*** Given records

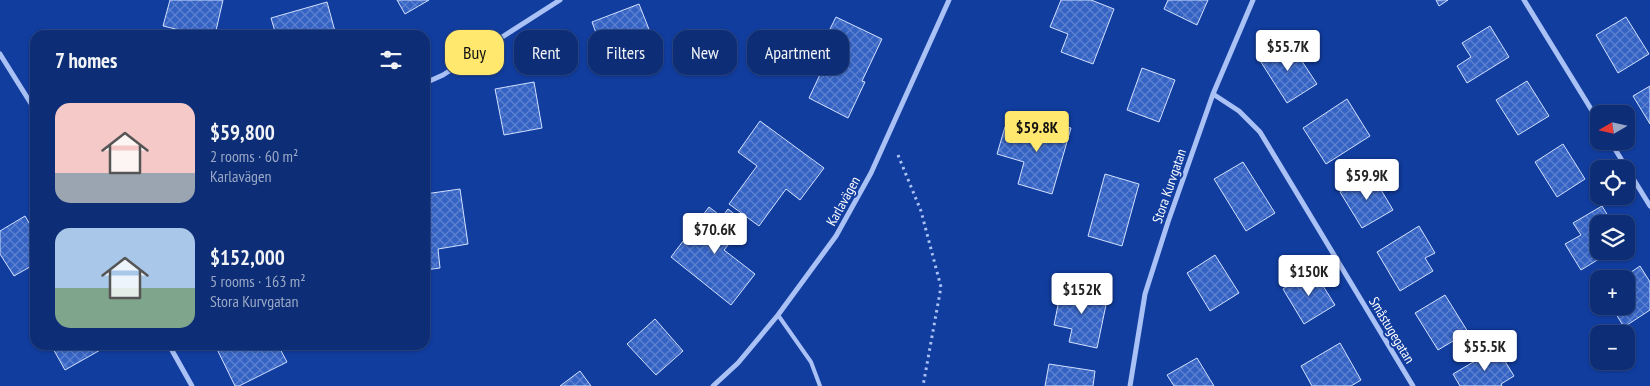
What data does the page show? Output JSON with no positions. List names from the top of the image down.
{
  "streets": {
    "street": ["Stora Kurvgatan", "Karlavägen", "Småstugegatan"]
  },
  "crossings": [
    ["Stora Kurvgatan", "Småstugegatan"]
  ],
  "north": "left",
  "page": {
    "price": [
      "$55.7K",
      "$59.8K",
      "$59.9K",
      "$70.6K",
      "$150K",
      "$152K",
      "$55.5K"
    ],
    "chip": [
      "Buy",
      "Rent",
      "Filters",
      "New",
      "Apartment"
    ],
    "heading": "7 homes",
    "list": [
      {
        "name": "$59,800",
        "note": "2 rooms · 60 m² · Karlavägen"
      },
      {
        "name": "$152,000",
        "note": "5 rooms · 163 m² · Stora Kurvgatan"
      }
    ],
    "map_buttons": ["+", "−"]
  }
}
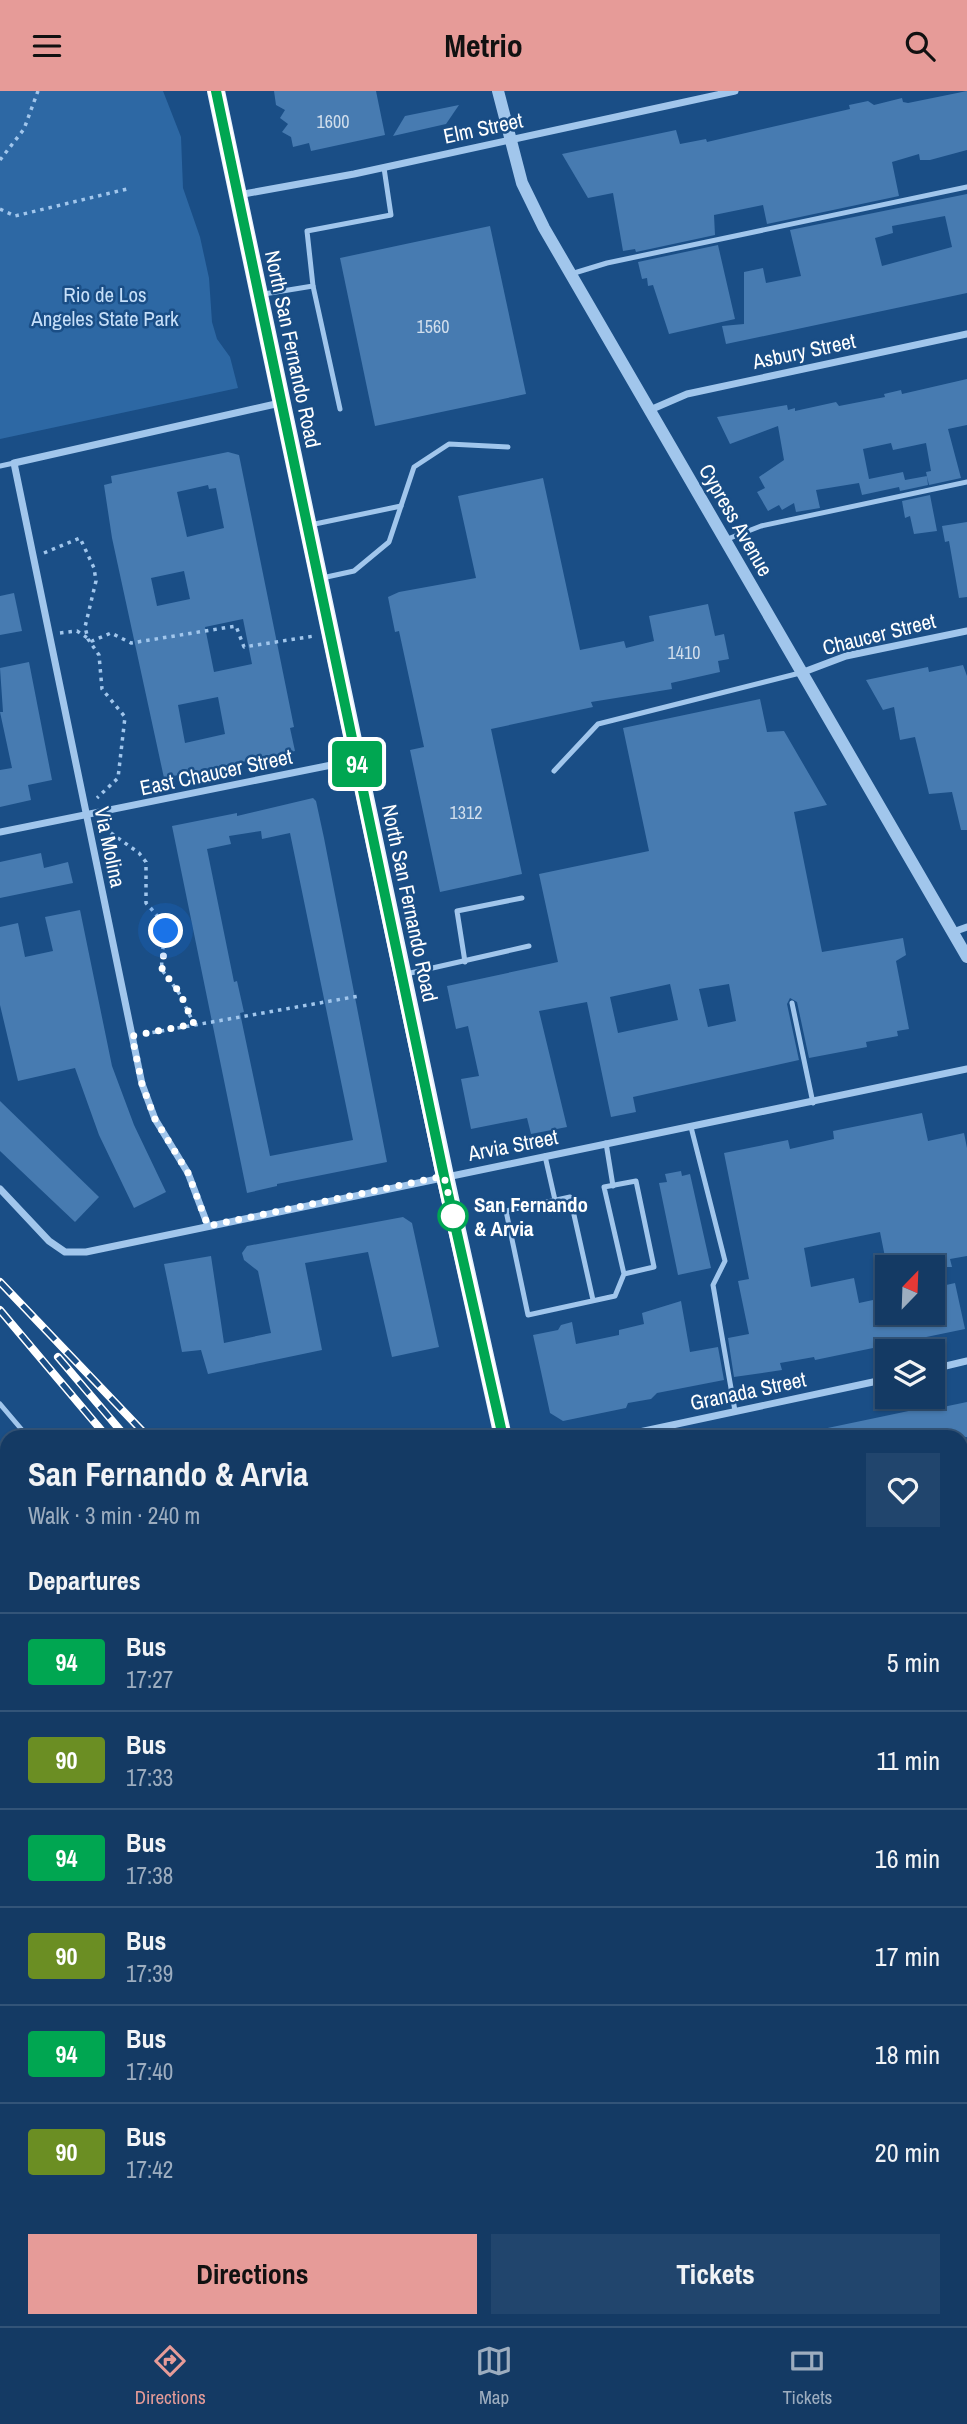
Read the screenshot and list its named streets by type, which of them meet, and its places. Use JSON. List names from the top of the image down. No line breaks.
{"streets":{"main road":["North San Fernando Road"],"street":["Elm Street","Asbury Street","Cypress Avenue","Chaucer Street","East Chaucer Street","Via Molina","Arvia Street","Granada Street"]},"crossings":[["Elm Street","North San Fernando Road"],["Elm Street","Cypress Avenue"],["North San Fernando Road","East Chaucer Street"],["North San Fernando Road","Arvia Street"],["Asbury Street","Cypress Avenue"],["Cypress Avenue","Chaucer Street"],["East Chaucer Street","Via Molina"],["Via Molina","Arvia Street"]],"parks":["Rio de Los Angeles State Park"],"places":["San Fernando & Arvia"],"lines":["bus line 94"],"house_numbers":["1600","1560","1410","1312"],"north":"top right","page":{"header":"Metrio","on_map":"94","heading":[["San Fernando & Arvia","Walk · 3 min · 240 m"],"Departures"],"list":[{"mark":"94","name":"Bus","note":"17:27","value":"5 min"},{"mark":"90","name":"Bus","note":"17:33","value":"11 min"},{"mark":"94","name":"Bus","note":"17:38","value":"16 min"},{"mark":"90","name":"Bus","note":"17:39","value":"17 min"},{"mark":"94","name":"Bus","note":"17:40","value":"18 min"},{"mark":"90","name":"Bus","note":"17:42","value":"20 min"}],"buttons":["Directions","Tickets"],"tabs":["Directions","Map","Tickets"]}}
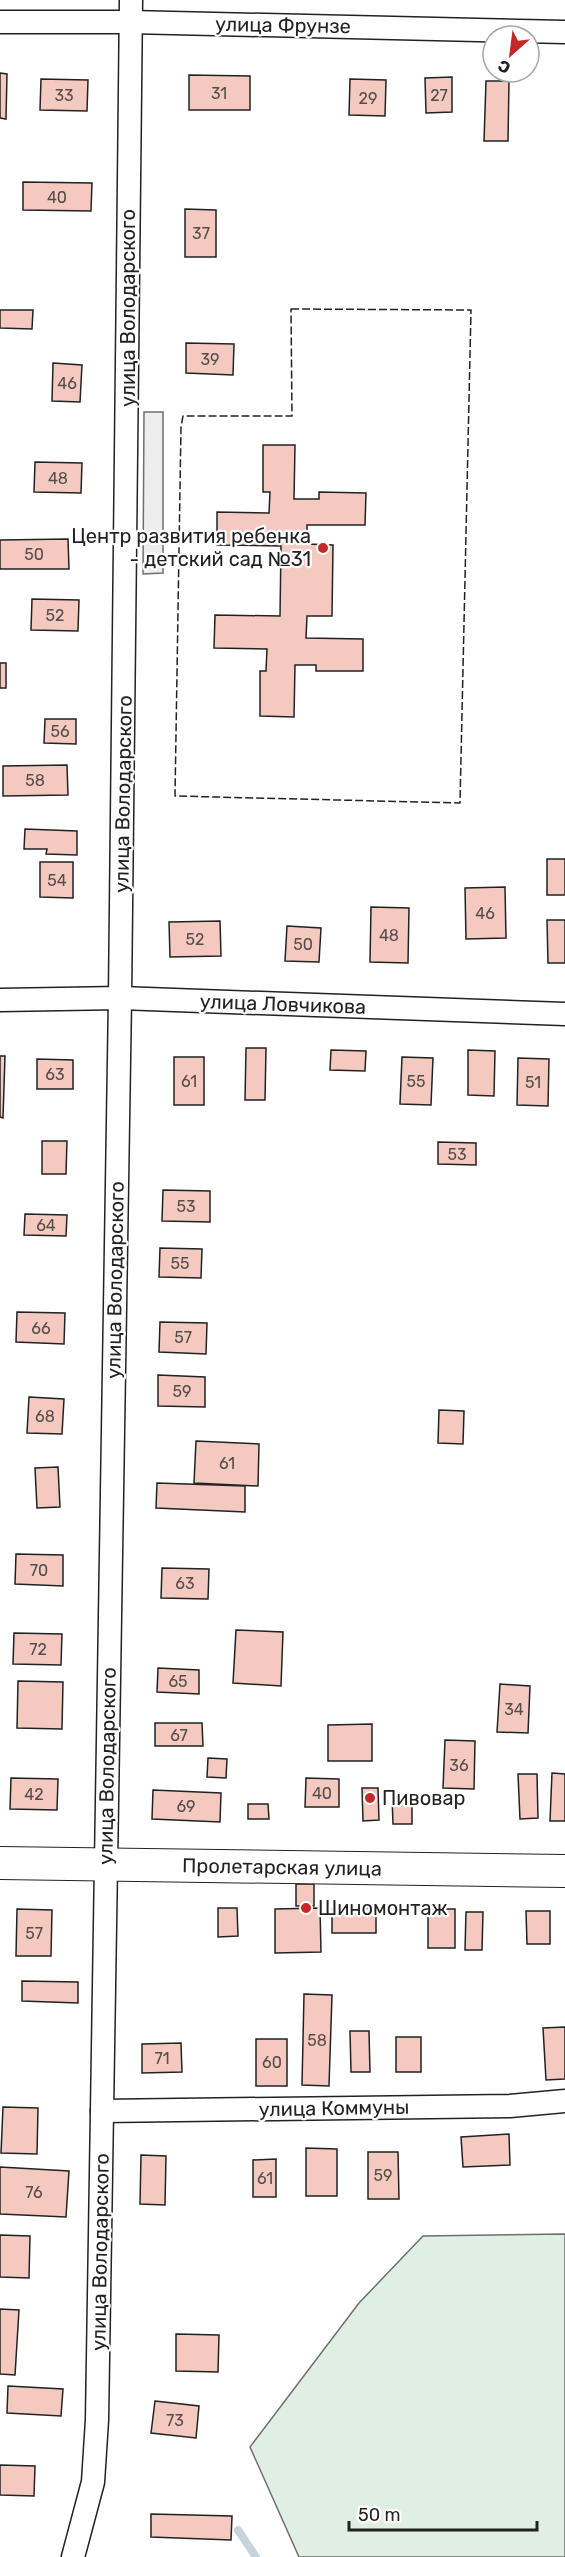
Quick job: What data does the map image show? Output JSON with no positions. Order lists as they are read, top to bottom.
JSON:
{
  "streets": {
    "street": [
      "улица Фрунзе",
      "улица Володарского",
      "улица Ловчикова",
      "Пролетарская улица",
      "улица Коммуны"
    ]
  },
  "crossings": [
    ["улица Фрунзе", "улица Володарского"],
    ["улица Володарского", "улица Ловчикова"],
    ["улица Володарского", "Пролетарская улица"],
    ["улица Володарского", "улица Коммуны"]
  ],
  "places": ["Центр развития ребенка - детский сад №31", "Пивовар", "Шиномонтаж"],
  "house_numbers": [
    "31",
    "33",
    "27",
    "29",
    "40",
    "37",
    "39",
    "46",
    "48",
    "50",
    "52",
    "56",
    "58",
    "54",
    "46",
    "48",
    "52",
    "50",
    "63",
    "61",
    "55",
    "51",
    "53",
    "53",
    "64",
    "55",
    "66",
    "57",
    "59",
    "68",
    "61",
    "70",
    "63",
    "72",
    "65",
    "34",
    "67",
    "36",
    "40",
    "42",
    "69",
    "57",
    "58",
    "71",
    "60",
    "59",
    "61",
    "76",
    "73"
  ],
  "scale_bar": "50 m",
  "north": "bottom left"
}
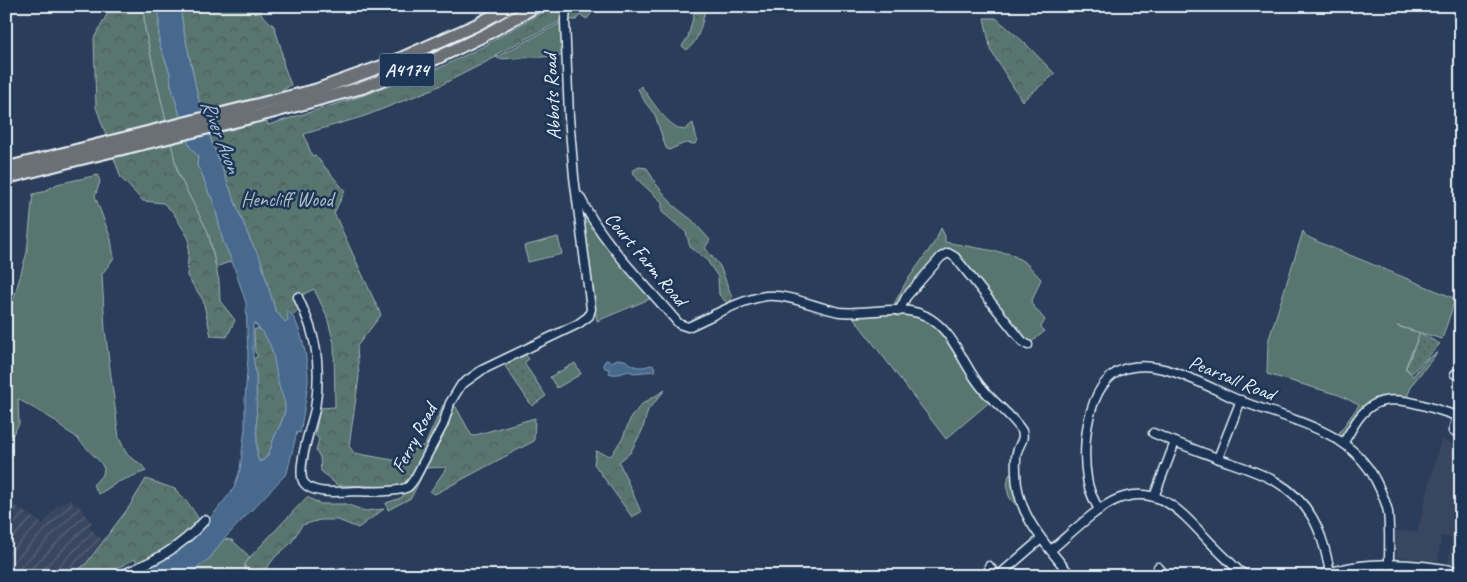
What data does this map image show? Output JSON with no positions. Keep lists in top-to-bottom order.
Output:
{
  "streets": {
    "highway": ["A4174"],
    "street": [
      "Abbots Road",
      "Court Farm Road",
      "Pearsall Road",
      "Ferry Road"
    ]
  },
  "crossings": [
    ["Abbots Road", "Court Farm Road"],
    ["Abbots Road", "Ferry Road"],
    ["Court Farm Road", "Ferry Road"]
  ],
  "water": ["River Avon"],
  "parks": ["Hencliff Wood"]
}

******

Show every line of the records above that contains the word "Småstugegatan".

- _Solution_:
    "street": ["Stora Kurvgatan", "Karlavägen", "Småstugegatan"]
    ["Stora Kurvgatan", "Småstugegatan"]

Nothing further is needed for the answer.